Though November has just transformed itself into December here, still Ted Hughes’ sodden, rain-soaked poem from Lupercal (1960) comes to mind as I watch the TV footage of floods in the North-West of England. I’ve never thought enough attention has been given to the role of the narrator in this poem. It’s one of the selected poems studied on the Cambridge International Examinations’ A-level. Students are asked to discuss one specific poem in detail or two poems from a more thematic perspective. What follows is a loose version of the first type of question (apologies for some loss of formatting in the poem itself). NB. For another close discussion of an early Ted Hughes poem – ‘Meeting’ – click here.

The month of the drowned dog. After long rain the land
Was sodden as the bed of an ancient lake,
Treed with iron and bird less. In the sunk lane
The ditch – a seep silent all summer –

Made brown foam with a big voice: that, and my boots
On the lane’s scrubbed stones, in the gulleyed leaves
Against the hill’s hanging silence;

Hughes opens the poem with a bewildering mix of images of motion and stasis. Flooding must account for the “drowned dog” (more literal than figurative or colloquial here) and the absence of a verb emphasizes the stillness of death, the burden of the month, the real entrance way to winter.
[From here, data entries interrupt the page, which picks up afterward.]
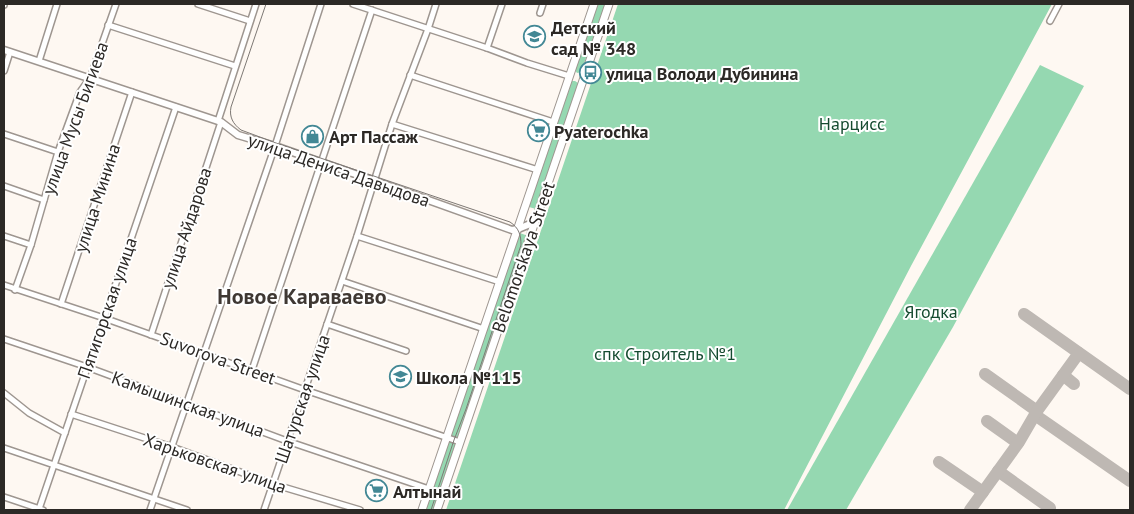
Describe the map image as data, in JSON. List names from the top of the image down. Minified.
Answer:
{"streets":{"main road":["Belomorskaya Street"],"street":["улица Мусы Бигиева","улица Дениса Давыдова","улица Минина","улица Айдарова","Пятигорская улица","Suvorova Street","Шатурская улица","Камышинская улица","Харьковская улица"]},"crossings":[["улица Мусы Бигиева","улица Дениса Давыдова"],["улица Мусы Бигиева","Suvorova Street"],["улица Дениса Давыдова","улица Минина"],["улица Дениса Давыдова","улица Айдарова"],["улица Дениса Давыдова","Belomorskaya Street"],["улица Дениса Давыдова","Пятигорская улица"],["улица Дениса Давыдова","Шатурская улица"],["улица Минина","Suvorova Street"],["улица Айдарова","Suvorova Street"],["Belomorskaya Street","Suvorova Street"],["Belomorskaya Street","Камышинская улица"],["Пятигорская улица","Suvorova Street"],["Пятигорская улица","Камышинская улица"],["Пятигорская улица","Харьковская улица"],["Suvorova Street","Шатурская улица"],["Шатурская улица","Камышинская улица"],["Шатурская улица","Харьковская улица"]],"districts":["Новое Караваево"],"parks":["Нарцисс","Ягодка","спк Строитель №1"],"places":{"school or university":["Детский сад № 348","Школа №115"],"bus stop":["улица Володи Дубинина"],"supermarket":["Pyaterochka","Алтынай"],"shop":["Арт Пассаж"]}}
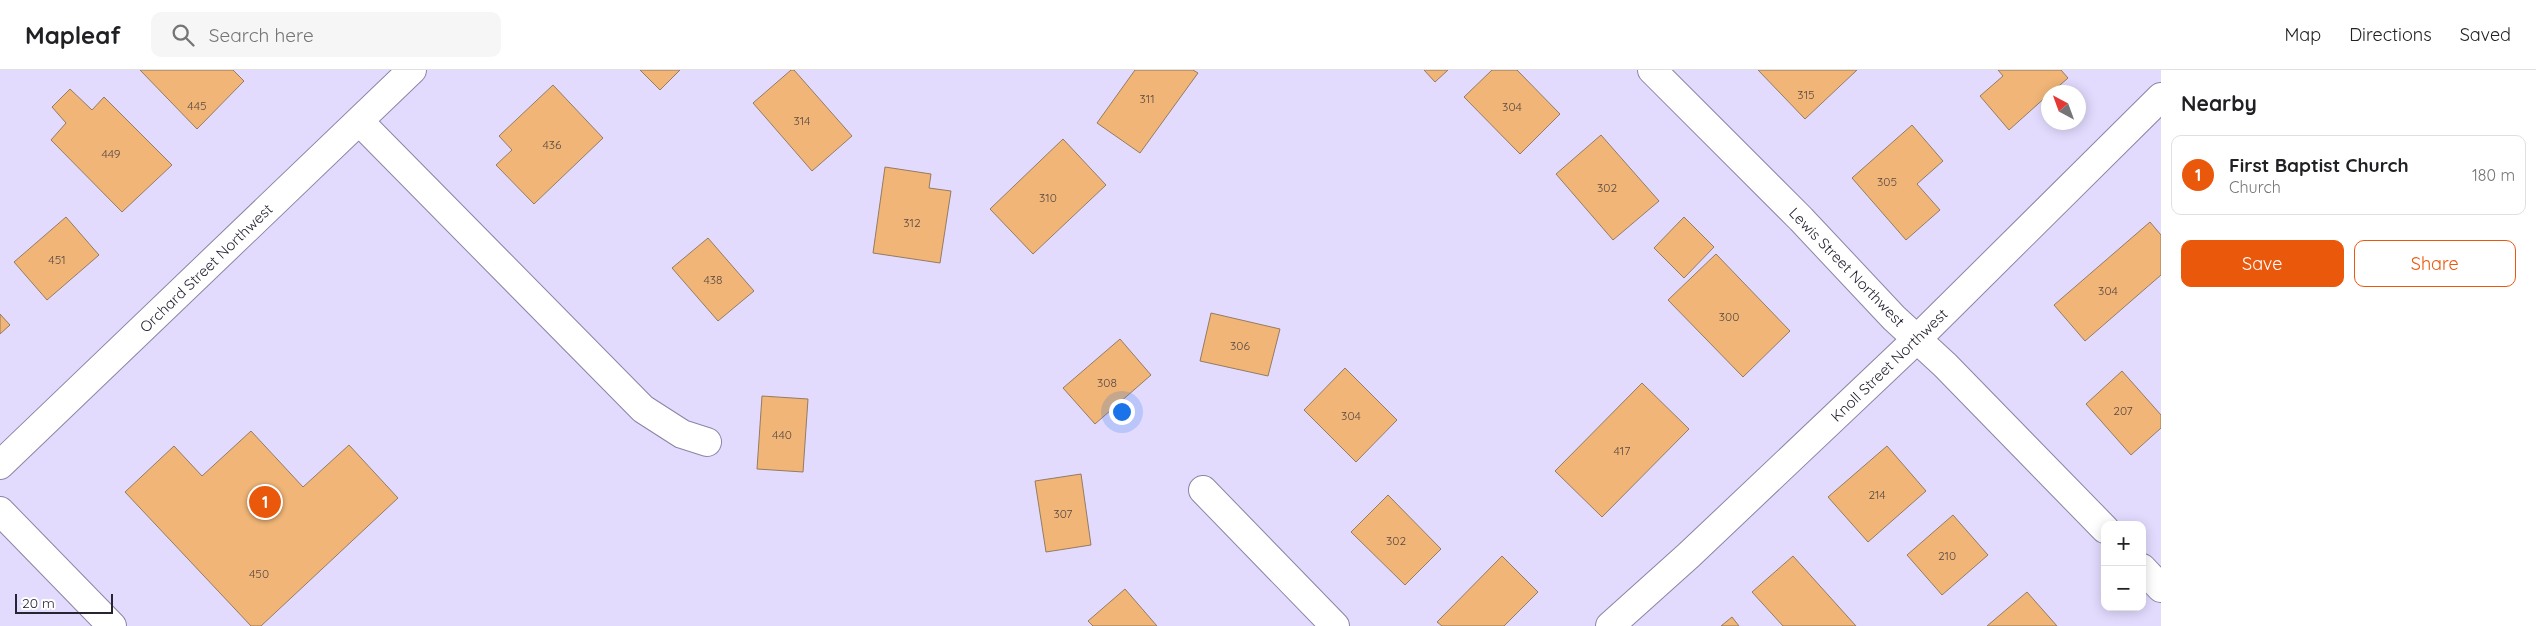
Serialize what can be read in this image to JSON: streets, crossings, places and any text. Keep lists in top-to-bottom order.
{
  "streets": {
    "street": ["Lewis Street Northwest", "Orchard Street Northwest", "Knoll Street Northwest"]
  },
  "crossings": [
    ["Lewis Street Northwest", "Knoll Street Northwest"]
  ],
  "house_numbers": [
    "315",
    "311",
    "445",
    "304",
    "314",
    "436",
    "449",
    "305",
    "302",
    "310",
    "312",
    "451",
    "438",
    "304",
    "300",
    "306",
    "308",
    "207",
    "304",
    "440",
    "417",
    "214",
    "307",
    "302",
    "210",
    "450"
  ],
  "scale_bar": "20 m",
  "north": "top left",
  "page": {
    "header": "Mapleaf",
    "search": "Search here",
    "nav": ["Map", "Directions", "Saved"],
    "heading": "Nearby",
    "list": [
      {
        "mark": "1",
        "name": "First Baptist Church",
        "note": "Church",
        "value": "180 m"
      }
    ],
    "buttons": ["Save", "Share"],
    "pins": "1",
    "map_buttons": ["+", "−"],
    "scale": "20 m"
  }
}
The land is so sodden as to have suffered inversion to become “the bed of an ancient lake”. It’s an alien landscape – trees (as so often in Hughes) are now composed of industrial “iron” and inevitably “birdless”. Yet in contrast to such stillness, the ditch water (which in summer is a soothing sibilant “seep silent”) is now possessed of a “big voice” composed of brown foam and beside it, the narrator’s boots scrape along the lane. These two sounds are all that can be arrayed against “the hill’s hanging silence” and the contrasts of movement and stillness, noise and silence compose the greater world of this poem.

Mist silvering the droplets on the bare thorns

Slower than the change of daylight.
In a let of the ditch a tramp was bundled asleep;
Face tucked down into beard, drawn in
Under his hair like a hedgehog’s. I took him for dead,

But his stillness separated from the death
From the rotting grass and the ground. The wind chilled,
And a fresh comfort tightened through him,
Each hand stuffed deeper into the other sleeve.
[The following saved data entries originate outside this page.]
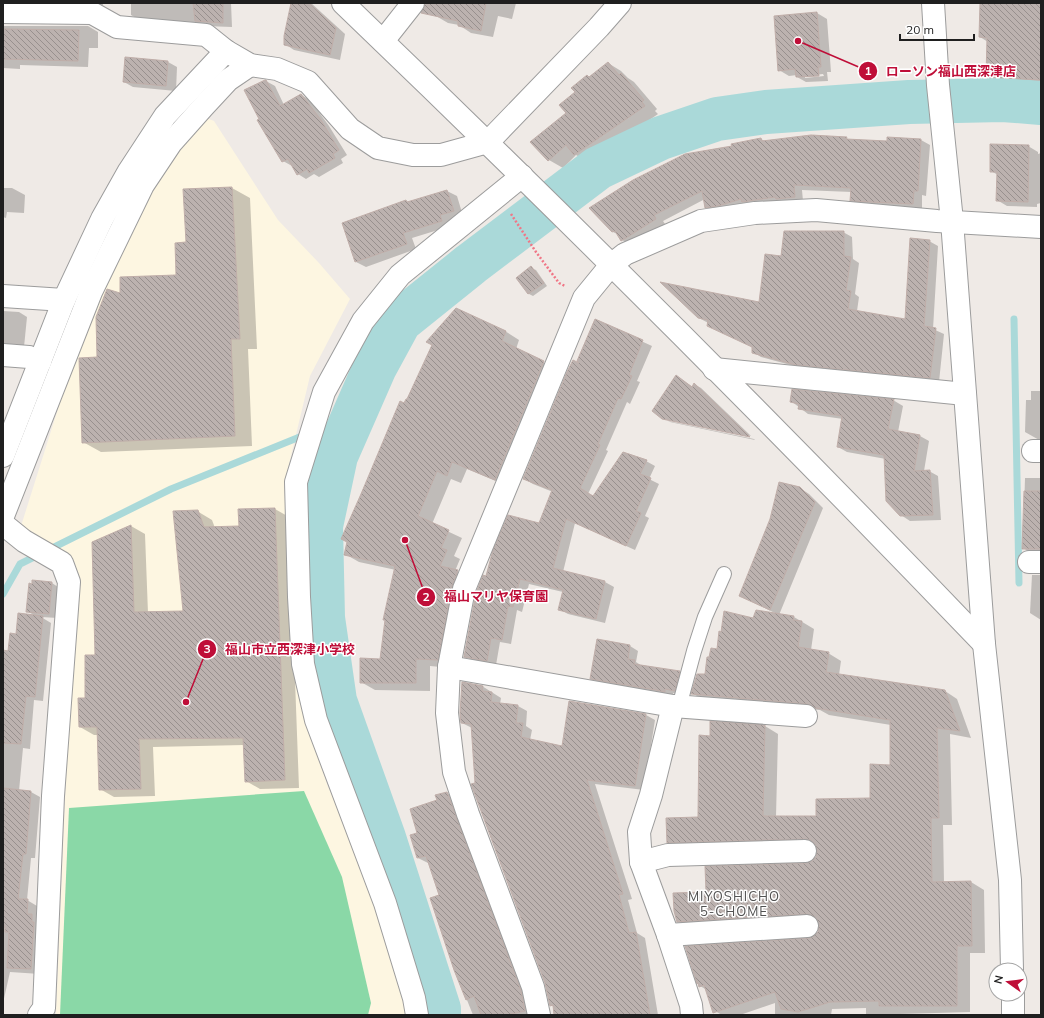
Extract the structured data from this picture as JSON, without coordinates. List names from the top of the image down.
{
  "districts": ["MIYOSHICHO 5-CHOME"],
  "places": ["ローソン福山西深津店", "福山マリヤ保育園", "福山市立西深津小学校"],
  "scale_bar": "20 m",
  "north": "left"
}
His ankles, bound with sacking and hairy band,
Rubbed each other, resettling.

It’s this greater world that the narrator fears and the tramp entrusts himself to. To the narrator, the tramp sleeping in a let of the ditch, is comparable to an animal, a “hedgehog”. In the narrator’s world view, this is no compliment and indeed in the next phrase (line 12), he considers the tramp “dead”. To give the narrator credit he perceives his mistake and next sees the tramp’s vitality, though (in a reversal of our preconceptions) it is his “stillness” rather than animation that “separate[s him] from the death” all around. The animation of the “wind” evokes a corresponding movement in the tramp: “a fresh comfort tightened through him, / Each hand stuffed deeper into the other sleeve”. There is paradox here too in that the tramp’s movements are intended both to shield him from the elements yet also settle him more comfortably among them.

The wind hardened;
A puff shook a glittering from the thorns,
And again the rains’ dragging grey columns

Smudged the farms. In a moment
The fields were jumping and smoking; the thorns
Quivered, riddled with the glassy verticals.

Lines 18 – 23 seem to represent a moment in which the narrator looks away from the tramp. What he sees is a world he might once have been familiar with dissolving before his very eyes. This is partly a result of optical effects brought on by atmospheric conditions, but Hughes’s language systematically destabilizes the solid and still (the farms, the fields, the thorns) and solidifies the diffuse and shapeless (the wind, the rains). Such a renovation of perception is comparable to the stunned narrator at the end of Hughes’ story ‘The Rain Horse’ (from Wodwo, 1967) who, after the terrifying encounter with the horse, sits “staring at the ground, as if some important part had been cut out of his brain”. The poem’s narrator reports in line 24 that he “stayed on under the welding cold” and the colloquialism of the first two words here implies that any sane person might have retired to shelter; whatever transformative process Hughes is representing in the encounter between narrator and tramp is already under way. The narrator seems to surprise himself by staying as if he were watching the actions of another.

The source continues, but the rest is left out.